Why the desperation? Why not? Serving commissioners and
Ministers are currently busy lobbying to be retained: if they
supported the Governor or the President during the 2011
elections, they too should be retained so the self-serving
argument goes. In fact, a major phrase in Abuja at the moment is
“continuity”, don’t bother to ask continuity of what, it has
worked after all for Senator David Mark who seems set to reclaim
his position as Senate President. If the Speaker of the House,
Dimeji Bankole had won his re-election bid, he too would
naturally have returned to his seat as Speaker. Would-be
former Governors who have completed two terms in the states are
also lobbying furiously to become Ministers in Abuja, and those
who lost out during the election would like to be rehabilitated
by the President with a Ministerial appointment. If that works
out, Governor Adebayo Alao-Akala could soon show up in Abuja as
Minister of Education and Governor Ikedi Ohakim as Minister of
National Planning.
The reason for the desperation is not far to seek. In Nigeria,
the only job that pays premium dividends is a political job.
Everyone wants a bite out of it. Even those who are not
interested encourage their friends to show interest in political
appointments: have you sent your CV? Have they called you? Why
don’t you ask someone to put in a word for you? If they call
you, you must not say No oh? It is considered a taboo for anyone
to reject the offer of a political appointment. It is seen as
the ultimate meal ticket. It is all about what people can get
for themselves not what difference that they can make. One of
the interesting developments in the past week for example, is
the plan by some persons who had left the PDP just before the
elections to return to the same party, in order to take part in
the sharing of political appointments, and should they receive
an offer, they will not only jump at it, they will rationalize
it and we are all expected to understand.
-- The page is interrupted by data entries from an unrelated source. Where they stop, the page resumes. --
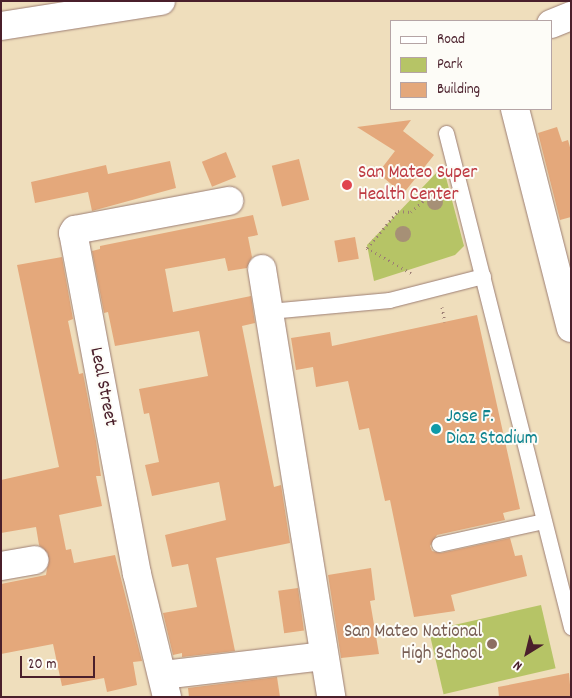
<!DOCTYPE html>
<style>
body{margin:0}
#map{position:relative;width:572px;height:698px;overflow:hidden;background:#efdebc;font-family:Dekko,sans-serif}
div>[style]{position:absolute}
.green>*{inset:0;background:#b6c466;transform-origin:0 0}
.building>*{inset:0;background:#e4a87b;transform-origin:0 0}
.path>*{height:3px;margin-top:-1.5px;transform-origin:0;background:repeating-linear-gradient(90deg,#9c7e74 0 1px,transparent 0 5px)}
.roads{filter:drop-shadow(0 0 1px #9c7e74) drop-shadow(0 0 1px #9c7e74)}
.lane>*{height:15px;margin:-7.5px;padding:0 7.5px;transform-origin:7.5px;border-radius:7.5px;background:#fff}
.street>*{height:28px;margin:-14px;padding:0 14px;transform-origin:14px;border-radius:14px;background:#fff}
.trees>*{width:16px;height:16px;margin:-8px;border-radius:50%;background:#a69076}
.dots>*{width:14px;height:14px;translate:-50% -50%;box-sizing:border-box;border:2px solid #fdfcf7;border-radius:50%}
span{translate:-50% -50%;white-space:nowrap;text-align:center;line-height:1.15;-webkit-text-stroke:4px #fdfcf7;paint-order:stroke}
.health-label{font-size:19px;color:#be3a42}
.left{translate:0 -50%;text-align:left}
.street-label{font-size:19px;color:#4a1f2b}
.culture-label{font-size:19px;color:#0d838f}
.education-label{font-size:19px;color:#785e54}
.right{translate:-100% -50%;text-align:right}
.frame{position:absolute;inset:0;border:2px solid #4a1f2b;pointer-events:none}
.legend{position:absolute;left:390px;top:20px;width:162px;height:90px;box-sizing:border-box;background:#fdfcf7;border:1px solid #b5a4a5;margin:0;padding:6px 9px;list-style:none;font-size:15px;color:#4a1f2b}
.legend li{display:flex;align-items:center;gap:10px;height:25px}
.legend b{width:25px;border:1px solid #b5a4a5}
.north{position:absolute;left:502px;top:628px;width:50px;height:50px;-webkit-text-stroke:4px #fdfcf7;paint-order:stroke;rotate:216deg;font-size:14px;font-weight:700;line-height:20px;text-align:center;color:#4a1f2b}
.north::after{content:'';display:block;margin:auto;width:18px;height:22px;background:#4a1f2b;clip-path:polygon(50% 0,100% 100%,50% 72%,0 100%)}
.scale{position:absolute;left:20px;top:656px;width:75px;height:22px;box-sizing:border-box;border:2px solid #4a1f2b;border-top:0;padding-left:6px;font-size:15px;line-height:18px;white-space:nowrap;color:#4a1f2b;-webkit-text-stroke:4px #fdfcf7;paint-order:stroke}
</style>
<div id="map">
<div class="green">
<i style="clip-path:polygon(443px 166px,464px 246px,455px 255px,374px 281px,367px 245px)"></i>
<i style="left:541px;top:605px;width:65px;height:115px;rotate:77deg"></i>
</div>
<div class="building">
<i style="clip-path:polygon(411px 120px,403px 131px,434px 155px,403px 194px,378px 173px,395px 151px,357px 127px)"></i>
<i style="clip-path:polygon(557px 127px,562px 142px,568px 140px,571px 151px,571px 217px,560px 220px,538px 133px)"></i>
<i style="left:226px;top:152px;width:27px;height:26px;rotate:68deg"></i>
<i style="left:299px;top:159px;width:42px;height:28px;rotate:76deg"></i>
<i style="clip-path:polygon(170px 161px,176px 188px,92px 211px,88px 192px,35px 203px,31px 182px,106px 165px,108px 174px)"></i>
<i style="clip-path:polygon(253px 215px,258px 235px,248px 237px,252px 257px,247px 268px,228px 271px,225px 258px,165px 269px,173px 312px,251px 296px,255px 323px,242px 326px,274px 487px,281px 485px,290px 543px,216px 558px,235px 651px,182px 657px,182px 653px,173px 655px,163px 613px,197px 607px,188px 564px,172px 567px,165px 535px,226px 520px,219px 482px,152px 496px,145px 465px,159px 462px,149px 413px,144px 414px,139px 389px,208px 376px,199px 331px,115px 346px,108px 312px,104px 313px,92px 251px,100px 249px,100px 246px)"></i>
<i style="left:355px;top:237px;width:22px;height:21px;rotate:80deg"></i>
<i style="clip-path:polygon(62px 257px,73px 319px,68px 321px,79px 374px,83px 373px,96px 441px,101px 476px,96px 476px,102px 506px,59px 515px,66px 550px,71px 549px,74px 563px,115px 555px,142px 661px,133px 662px,137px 685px,107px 692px,104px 678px,62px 686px,53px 644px,1px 654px,1px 584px,46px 575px,49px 558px,39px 545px,36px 527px,1px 533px,1px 480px,59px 467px,17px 265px)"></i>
<i style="clip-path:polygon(477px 315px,520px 509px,503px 513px,505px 520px,437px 535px,430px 546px,432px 551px,441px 553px,510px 538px,515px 556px,522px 555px,527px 576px,451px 595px,455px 611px,414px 617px,390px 500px,385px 501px,369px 428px,359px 430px,348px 381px,316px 387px,313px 367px,296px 370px,291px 338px,330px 332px,332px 346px)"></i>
<i style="clip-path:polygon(371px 568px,375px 600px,370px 601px,379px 654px,341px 658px,328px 575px)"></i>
<i style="left:298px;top:588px;width:43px;height:20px;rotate:82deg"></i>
<i style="clip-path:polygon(569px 673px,571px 697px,499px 697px,498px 687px)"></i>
<i style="clip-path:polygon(277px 677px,280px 697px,189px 697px,188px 688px)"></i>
</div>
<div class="path">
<i style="left:411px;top:273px;width:51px;rotate:-150.4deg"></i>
<i style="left:367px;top:248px;width:48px;rotate:-50deg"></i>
<i style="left:398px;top:211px;width:13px;rotate:4deg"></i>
<i style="left:411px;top:212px;width:39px;rotate:-42deg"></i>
<i style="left:442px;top:307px;width:15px;rotate:79deg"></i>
</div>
<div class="roads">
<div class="lane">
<i style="left:446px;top:133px;width:510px;rotate:75.8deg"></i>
<i style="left:269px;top:311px;width:121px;rotate:-5.2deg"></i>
<i style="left:389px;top:300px;width:97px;rotate:-14.3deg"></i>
<i style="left:439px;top:544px;width:107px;rotate:-12.4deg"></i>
</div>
<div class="street">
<i style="left:551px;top:24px;width:22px;rotate:-22deg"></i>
<i style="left:1px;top:26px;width:162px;rotate:-8.9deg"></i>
<i style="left:515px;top:109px;width:226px;rotate:75.7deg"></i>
<i style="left:262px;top:269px;width:434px;rotate:80.8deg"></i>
<i style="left:1px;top:566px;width:34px;rotate:-10deg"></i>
<i style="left:163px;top:675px;width:162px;rotate:-6.7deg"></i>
<i style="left:167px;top:697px;width:127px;rotate:-103.7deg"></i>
<i style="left:137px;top:574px;width:347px;rotate:-100.6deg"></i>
<i style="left:73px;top:233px;width:4px;rotate:-56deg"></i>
<i style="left:75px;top:230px;width:157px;rotate:-10.7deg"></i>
</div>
</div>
<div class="trees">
<i style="left:435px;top:202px"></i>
<i style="left:403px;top:234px"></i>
</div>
<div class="dots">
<i style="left:347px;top:185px;background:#e0444e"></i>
<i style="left:436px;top:429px;background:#0f9aa8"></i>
<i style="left:492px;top:644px;background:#8d6e63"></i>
</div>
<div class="health-label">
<span class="left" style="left:358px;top:185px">San Mateo Super<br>Health Center</span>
</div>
<div class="street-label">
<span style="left:102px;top:387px;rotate:79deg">Leal Street</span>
</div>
<div class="culture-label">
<span class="left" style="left:446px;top:429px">Jose F.<br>Diaz Stadium</span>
</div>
<div class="education-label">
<span class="right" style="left:482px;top:644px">San Mateo National<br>High School</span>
</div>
<div class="frame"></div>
<ul class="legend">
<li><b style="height:6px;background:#fff"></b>Road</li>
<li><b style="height:14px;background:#b6c466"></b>Park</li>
<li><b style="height:14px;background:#e4a87b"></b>Building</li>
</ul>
<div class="north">N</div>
<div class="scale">20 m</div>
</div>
This is the way it is.
But it is also the reason Nigeria has not been able to make
progress. Persons are offered leadership positions for the wrong
reasons. They get to high positions for which they are
ill-suited. The PDP Governors and party leaders who are engaged
in a “cold war” with President Jonathan over the Ministerial
list are not acting in the national interest: they want to
impose their own nominees on the President, usually the flotsam
and the jetsam from their states definitely not the best (state
Governors would rather send their errand boys to Abuja and not
potential stars who could become a threat to them). Most of the
people who are shopping around with their CVs just want to
“chop.” When President Yar’Adua assumed office in 2007, most of
his Ministers were appointed for him by the state Governors. He
didn’t know many of them. He had no idea who they were, and he
never really knew them till he died.
How will President Goodluck Jonathan walk the tightrope then? It
will be unrealistic to think that he can ignore the Governors.
He owes them: in his relationship with the Governors, there are
IOUs that he needs to pay. The Governors stood by him during the
PDP primaries; they also worked for him in their states during
the Presidential campaigns. There are also Godfathers that
Jonathan may not be able to ignore. But this is where his first
major leadership challenge lies.
Since his victory in the April 16 Presidential polls, nearly
every political commentator has stressed the point that Jonathan
must depart from tradition and appoint only the best and the
brightest into his cabinet. He is required to embark on business
unusual, look the fortune-hunters straight in the eye, and
disappoint them. This is what he must do. He should beware of
the strategists and their tricks. To save Nigeria is a job that
must be done; only the best is good enough, this time, Jonathan.